Ctenophores (comb jellies) also probably diverged from other Metazoa before the origin of the Bilateria (Fig. 2A). Ctenophore germ cells have been described as arising epigenetically, from the meridional canal endoderm (Fig. 2B), but their having an extragonadal origin, followed by their migration to the meridional canal primordium, cannot be ruled out.

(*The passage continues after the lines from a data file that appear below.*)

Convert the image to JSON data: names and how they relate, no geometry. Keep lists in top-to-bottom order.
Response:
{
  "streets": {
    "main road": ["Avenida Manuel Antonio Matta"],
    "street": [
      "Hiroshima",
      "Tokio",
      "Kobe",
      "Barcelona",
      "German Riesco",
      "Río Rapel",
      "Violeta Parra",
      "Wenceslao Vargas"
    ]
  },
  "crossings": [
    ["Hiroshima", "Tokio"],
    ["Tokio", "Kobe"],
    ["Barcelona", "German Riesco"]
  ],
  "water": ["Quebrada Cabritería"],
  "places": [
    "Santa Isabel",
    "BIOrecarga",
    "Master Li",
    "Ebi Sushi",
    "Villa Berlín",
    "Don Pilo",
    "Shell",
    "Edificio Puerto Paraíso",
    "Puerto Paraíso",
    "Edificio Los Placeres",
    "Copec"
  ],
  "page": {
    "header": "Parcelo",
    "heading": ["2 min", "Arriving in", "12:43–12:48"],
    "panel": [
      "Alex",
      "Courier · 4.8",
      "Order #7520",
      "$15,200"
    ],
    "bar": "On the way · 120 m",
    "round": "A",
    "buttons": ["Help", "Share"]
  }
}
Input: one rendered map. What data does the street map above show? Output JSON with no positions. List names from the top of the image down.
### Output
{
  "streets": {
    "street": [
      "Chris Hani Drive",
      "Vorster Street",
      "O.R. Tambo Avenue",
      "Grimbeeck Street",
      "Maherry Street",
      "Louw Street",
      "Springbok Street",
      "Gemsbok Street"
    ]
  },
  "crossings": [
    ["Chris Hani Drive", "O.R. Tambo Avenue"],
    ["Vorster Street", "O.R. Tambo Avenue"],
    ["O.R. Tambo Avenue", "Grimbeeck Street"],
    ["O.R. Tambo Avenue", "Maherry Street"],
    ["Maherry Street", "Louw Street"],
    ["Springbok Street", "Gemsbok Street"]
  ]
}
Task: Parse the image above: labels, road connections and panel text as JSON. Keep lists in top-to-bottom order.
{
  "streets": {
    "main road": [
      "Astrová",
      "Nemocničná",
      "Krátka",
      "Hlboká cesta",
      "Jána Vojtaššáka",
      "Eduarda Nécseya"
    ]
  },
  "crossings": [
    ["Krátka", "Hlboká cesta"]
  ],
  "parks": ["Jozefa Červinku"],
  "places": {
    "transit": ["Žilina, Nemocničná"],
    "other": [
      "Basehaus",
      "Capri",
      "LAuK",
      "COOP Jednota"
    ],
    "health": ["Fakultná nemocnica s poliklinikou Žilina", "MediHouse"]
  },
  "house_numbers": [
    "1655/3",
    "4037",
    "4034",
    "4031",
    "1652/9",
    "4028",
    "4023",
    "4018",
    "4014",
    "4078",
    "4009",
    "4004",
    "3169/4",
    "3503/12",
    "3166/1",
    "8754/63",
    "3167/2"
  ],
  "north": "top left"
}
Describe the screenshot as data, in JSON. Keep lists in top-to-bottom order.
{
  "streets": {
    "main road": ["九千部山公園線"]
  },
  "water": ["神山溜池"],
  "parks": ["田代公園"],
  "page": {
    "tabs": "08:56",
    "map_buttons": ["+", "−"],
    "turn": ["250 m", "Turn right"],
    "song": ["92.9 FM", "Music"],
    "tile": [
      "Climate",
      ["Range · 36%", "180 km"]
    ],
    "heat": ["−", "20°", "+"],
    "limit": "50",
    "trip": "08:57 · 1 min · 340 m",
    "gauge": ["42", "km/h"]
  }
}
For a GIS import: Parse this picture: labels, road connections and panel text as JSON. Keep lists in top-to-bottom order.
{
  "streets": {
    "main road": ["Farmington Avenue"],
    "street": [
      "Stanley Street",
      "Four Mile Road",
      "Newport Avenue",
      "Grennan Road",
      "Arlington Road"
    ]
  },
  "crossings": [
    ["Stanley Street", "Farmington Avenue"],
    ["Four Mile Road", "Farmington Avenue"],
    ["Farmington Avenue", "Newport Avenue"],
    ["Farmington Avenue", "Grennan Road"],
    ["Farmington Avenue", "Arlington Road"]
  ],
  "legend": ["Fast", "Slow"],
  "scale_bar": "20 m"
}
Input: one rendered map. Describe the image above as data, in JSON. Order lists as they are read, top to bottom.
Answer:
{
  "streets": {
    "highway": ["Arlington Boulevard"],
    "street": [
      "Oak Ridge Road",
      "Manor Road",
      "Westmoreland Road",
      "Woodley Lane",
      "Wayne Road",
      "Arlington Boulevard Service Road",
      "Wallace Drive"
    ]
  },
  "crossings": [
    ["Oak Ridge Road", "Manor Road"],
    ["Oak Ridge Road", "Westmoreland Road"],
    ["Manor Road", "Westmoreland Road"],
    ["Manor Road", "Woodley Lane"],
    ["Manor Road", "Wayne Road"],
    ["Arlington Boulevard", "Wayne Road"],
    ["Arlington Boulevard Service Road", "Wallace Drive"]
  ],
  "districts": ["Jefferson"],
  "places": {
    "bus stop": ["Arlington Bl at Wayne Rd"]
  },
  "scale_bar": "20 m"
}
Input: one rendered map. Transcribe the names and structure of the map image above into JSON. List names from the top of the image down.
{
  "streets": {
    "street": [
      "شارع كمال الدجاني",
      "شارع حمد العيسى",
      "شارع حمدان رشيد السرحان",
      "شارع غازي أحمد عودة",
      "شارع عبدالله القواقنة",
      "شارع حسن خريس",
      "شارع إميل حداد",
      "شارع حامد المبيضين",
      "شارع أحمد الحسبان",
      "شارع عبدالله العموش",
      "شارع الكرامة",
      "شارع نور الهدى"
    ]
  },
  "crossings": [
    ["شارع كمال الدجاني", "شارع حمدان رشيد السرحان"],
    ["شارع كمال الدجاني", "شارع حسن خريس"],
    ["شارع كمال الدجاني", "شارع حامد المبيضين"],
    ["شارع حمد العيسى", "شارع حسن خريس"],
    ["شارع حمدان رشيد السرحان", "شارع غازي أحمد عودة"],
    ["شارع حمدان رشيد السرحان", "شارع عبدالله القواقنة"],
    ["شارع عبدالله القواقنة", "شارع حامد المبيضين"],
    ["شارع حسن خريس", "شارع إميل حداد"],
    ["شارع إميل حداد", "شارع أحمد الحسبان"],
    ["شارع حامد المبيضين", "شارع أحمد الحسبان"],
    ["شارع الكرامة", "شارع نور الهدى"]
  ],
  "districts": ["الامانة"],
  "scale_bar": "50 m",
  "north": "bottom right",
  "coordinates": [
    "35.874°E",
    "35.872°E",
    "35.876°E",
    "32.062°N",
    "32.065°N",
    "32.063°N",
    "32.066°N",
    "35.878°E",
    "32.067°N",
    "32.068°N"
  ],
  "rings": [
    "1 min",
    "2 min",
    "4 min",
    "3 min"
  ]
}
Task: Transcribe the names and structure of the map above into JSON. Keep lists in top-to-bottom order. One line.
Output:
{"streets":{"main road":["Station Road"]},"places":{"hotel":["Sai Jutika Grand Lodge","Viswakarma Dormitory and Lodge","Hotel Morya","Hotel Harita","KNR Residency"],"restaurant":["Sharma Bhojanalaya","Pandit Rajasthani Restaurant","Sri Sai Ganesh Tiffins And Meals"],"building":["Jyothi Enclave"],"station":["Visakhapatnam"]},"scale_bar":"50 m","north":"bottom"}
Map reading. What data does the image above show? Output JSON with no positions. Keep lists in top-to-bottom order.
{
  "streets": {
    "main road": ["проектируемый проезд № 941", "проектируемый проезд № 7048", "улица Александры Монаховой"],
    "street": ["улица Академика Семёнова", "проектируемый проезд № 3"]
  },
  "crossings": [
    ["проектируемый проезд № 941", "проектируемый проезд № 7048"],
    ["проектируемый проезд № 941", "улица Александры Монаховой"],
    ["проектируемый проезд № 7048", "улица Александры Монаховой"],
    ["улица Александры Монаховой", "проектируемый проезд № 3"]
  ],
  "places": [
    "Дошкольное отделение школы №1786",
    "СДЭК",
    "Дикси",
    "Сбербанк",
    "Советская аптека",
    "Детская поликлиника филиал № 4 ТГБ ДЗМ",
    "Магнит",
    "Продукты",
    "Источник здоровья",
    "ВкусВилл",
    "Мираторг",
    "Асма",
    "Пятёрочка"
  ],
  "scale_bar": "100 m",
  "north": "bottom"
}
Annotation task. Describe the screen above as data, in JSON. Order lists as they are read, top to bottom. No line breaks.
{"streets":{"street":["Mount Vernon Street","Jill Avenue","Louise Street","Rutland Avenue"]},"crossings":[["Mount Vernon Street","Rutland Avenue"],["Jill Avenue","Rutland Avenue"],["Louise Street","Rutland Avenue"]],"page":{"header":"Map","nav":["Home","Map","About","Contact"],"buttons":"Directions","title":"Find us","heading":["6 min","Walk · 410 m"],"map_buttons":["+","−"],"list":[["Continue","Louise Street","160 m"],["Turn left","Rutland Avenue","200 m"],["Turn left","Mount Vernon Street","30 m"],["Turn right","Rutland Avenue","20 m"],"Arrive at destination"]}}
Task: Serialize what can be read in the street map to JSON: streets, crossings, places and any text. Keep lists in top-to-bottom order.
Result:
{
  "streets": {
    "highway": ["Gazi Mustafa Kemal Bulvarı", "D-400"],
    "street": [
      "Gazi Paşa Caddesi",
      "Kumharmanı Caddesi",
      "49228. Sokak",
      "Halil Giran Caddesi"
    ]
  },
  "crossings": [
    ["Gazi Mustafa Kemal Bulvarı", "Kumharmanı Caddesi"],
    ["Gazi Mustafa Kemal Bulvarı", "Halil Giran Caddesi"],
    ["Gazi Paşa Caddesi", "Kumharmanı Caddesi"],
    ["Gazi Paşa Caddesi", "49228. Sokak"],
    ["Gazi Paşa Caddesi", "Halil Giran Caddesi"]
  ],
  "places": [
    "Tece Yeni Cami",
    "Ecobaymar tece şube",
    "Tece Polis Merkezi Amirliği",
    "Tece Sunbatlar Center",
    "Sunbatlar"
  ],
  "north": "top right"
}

Only one other group of animals is now thought to have diverged from the bilaterian stem before the split between protostomes and deuterostomes. These are the acoelomorph flatworms (acoels and nemertodermatids) (Ruiz-Trillo et al., 2002; Telford et al., 2003). Several molecular datasets suggest that they are basal to the Bilateria, and not closely related to the other flatworms in the phylum Platyhelminthes. Germ cells in acoels are derived from a population of pluripotent cells called neoblasts. Neoblasts can also give rise to somatic cells, and are the cells that make regeneration possible in these animals.
There is no evidence for germ line determination by preformation in any of these basal animal lineages.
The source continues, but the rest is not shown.